Try it: The answer must be every line from the entries below that contains "connections".
= Beginning of Section =
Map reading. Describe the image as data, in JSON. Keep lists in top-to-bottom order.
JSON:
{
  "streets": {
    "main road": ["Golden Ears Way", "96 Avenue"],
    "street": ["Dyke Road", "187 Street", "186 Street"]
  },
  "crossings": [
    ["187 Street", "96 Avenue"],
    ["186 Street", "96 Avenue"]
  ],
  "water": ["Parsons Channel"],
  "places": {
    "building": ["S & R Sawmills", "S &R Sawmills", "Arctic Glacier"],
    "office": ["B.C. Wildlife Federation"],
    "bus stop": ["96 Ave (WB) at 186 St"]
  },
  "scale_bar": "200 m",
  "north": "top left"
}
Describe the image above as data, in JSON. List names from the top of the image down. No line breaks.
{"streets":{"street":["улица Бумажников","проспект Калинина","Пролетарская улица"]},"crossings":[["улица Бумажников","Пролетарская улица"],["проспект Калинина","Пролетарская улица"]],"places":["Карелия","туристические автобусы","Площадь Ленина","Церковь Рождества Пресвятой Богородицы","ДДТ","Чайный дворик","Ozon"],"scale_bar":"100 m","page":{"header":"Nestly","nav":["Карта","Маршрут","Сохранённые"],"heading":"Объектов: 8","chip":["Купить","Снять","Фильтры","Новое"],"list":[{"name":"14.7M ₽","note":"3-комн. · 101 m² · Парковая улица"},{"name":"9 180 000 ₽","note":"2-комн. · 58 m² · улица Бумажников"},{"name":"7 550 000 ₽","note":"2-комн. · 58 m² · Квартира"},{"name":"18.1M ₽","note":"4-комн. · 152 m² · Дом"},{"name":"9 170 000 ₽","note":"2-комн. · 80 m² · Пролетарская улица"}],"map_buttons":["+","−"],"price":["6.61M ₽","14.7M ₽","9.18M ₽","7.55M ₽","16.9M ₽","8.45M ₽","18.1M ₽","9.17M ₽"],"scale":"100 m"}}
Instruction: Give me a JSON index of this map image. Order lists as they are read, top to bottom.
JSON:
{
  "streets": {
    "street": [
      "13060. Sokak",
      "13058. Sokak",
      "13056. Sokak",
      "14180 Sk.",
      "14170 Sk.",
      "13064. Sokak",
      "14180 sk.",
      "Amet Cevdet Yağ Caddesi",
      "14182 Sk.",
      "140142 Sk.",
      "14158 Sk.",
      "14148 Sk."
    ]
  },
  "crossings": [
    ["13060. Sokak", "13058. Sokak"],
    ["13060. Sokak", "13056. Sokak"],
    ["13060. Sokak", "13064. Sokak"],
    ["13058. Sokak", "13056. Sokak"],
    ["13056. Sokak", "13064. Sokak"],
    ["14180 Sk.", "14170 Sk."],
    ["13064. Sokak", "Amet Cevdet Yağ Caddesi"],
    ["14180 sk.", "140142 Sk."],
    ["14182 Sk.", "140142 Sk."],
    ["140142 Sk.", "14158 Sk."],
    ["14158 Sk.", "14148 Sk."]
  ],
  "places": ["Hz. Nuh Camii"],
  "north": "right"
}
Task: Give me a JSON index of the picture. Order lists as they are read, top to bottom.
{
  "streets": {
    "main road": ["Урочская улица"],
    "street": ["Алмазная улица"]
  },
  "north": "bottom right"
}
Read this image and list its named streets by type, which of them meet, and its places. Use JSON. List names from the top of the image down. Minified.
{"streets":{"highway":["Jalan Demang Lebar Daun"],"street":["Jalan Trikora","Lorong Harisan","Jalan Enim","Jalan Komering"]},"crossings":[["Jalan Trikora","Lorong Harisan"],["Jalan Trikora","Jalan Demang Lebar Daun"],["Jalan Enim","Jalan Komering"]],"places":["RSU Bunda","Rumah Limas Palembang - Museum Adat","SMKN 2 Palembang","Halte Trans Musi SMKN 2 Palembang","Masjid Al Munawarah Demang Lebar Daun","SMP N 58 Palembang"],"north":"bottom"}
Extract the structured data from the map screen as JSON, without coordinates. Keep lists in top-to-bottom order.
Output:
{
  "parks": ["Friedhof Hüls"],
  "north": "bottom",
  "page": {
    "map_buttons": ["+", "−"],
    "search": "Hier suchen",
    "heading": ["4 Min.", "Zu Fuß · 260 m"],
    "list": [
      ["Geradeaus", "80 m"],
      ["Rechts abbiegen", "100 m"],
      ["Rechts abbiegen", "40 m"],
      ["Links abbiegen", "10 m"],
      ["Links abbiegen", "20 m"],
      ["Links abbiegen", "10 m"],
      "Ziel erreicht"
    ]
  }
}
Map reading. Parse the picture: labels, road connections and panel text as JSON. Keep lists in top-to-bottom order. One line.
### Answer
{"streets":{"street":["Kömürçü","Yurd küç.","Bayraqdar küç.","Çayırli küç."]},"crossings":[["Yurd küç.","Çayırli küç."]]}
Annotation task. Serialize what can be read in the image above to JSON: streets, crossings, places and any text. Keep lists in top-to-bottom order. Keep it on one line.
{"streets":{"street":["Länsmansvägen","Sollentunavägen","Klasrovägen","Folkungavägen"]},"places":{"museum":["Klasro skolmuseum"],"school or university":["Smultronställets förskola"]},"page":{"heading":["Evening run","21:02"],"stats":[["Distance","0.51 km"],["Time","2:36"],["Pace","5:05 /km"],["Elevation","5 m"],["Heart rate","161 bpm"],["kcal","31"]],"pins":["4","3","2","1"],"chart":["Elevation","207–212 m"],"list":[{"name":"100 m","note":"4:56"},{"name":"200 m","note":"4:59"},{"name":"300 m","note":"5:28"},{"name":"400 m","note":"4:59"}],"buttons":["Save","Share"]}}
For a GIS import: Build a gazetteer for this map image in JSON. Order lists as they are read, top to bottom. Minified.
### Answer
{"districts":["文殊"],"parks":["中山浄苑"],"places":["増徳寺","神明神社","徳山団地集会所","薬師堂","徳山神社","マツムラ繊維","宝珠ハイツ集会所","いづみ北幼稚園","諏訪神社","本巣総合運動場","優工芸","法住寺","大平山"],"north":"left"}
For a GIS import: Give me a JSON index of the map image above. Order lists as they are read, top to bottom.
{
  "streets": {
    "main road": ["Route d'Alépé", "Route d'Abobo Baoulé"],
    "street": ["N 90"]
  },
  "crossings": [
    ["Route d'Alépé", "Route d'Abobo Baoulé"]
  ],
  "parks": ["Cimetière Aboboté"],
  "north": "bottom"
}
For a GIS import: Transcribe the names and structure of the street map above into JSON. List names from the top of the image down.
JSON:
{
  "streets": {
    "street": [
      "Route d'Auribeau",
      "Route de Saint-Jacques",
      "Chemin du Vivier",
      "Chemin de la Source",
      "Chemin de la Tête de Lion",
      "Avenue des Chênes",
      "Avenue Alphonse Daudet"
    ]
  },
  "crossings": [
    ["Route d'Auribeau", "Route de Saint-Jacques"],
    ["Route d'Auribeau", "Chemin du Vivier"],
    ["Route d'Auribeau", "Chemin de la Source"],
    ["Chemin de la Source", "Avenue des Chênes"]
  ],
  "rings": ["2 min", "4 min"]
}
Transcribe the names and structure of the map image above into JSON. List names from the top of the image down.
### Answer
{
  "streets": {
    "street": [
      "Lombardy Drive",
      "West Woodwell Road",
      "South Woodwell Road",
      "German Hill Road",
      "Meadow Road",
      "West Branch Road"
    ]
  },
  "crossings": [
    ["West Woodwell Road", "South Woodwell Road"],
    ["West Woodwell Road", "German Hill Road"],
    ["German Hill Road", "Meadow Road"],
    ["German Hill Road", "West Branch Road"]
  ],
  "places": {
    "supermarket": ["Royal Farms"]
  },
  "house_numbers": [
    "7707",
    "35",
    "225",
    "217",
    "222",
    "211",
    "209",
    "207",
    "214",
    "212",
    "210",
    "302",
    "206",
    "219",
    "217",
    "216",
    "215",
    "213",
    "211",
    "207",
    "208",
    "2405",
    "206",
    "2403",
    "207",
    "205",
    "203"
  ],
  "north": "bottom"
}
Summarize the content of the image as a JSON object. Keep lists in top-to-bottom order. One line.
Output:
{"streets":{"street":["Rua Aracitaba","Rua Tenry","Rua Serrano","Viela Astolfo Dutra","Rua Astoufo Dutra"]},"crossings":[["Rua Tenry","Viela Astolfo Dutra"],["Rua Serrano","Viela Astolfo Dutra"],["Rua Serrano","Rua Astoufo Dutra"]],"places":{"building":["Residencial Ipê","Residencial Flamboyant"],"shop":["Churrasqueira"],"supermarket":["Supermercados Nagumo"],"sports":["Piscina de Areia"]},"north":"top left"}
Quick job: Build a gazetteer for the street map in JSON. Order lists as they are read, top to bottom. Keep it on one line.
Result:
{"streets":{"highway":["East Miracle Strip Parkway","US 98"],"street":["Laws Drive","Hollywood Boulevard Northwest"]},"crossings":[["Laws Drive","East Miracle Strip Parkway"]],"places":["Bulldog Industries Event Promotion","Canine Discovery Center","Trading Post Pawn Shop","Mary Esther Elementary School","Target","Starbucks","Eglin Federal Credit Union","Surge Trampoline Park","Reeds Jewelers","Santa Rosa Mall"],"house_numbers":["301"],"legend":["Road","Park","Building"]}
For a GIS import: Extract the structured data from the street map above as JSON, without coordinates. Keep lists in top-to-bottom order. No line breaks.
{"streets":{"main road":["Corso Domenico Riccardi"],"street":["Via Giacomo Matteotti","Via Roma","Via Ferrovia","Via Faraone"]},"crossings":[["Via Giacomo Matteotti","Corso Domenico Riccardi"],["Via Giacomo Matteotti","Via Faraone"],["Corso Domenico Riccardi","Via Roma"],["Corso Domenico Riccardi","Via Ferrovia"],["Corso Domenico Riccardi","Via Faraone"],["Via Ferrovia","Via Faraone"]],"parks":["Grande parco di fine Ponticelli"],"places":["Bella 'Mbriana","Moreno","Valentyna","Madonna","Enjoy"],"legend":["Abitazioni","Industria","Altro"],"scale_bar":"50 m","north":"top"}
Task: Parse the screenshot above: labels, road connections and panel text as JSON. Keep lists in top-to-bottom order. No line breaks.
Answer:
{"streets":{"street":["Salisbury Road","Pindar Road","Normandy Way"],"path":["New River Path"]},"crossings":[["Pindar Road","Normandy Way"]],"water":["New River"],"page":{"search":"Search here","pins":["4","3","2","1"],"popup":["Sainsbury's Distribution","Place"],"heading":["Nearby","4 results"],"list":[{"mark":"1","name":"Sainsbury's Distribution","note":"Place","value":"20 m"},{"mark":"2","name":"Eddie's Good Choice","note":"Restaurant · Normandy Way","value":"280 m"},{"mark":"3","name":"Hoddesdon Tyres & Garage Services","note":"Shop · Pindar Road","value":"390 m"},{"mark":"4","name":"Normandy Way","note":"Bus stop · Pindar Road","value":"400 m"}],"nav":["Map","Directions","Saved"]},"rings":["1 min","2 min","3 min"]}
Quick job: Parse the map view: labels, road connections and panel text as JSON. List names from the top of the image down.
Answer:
= End of Section =
Output for this exercise:
Map reading. Parse the picture: labels, road connections and panel text as JSON. Keep lists in top-to-bottom order. One line.
Task: Parse the screenshot above: labels, road connections and panel text as JSON. Keep lists in top-to-bottom order. No line breaks.
Quick job: Parse the map view: labels, road connections and panel text as JSON. List names from the top of the image down.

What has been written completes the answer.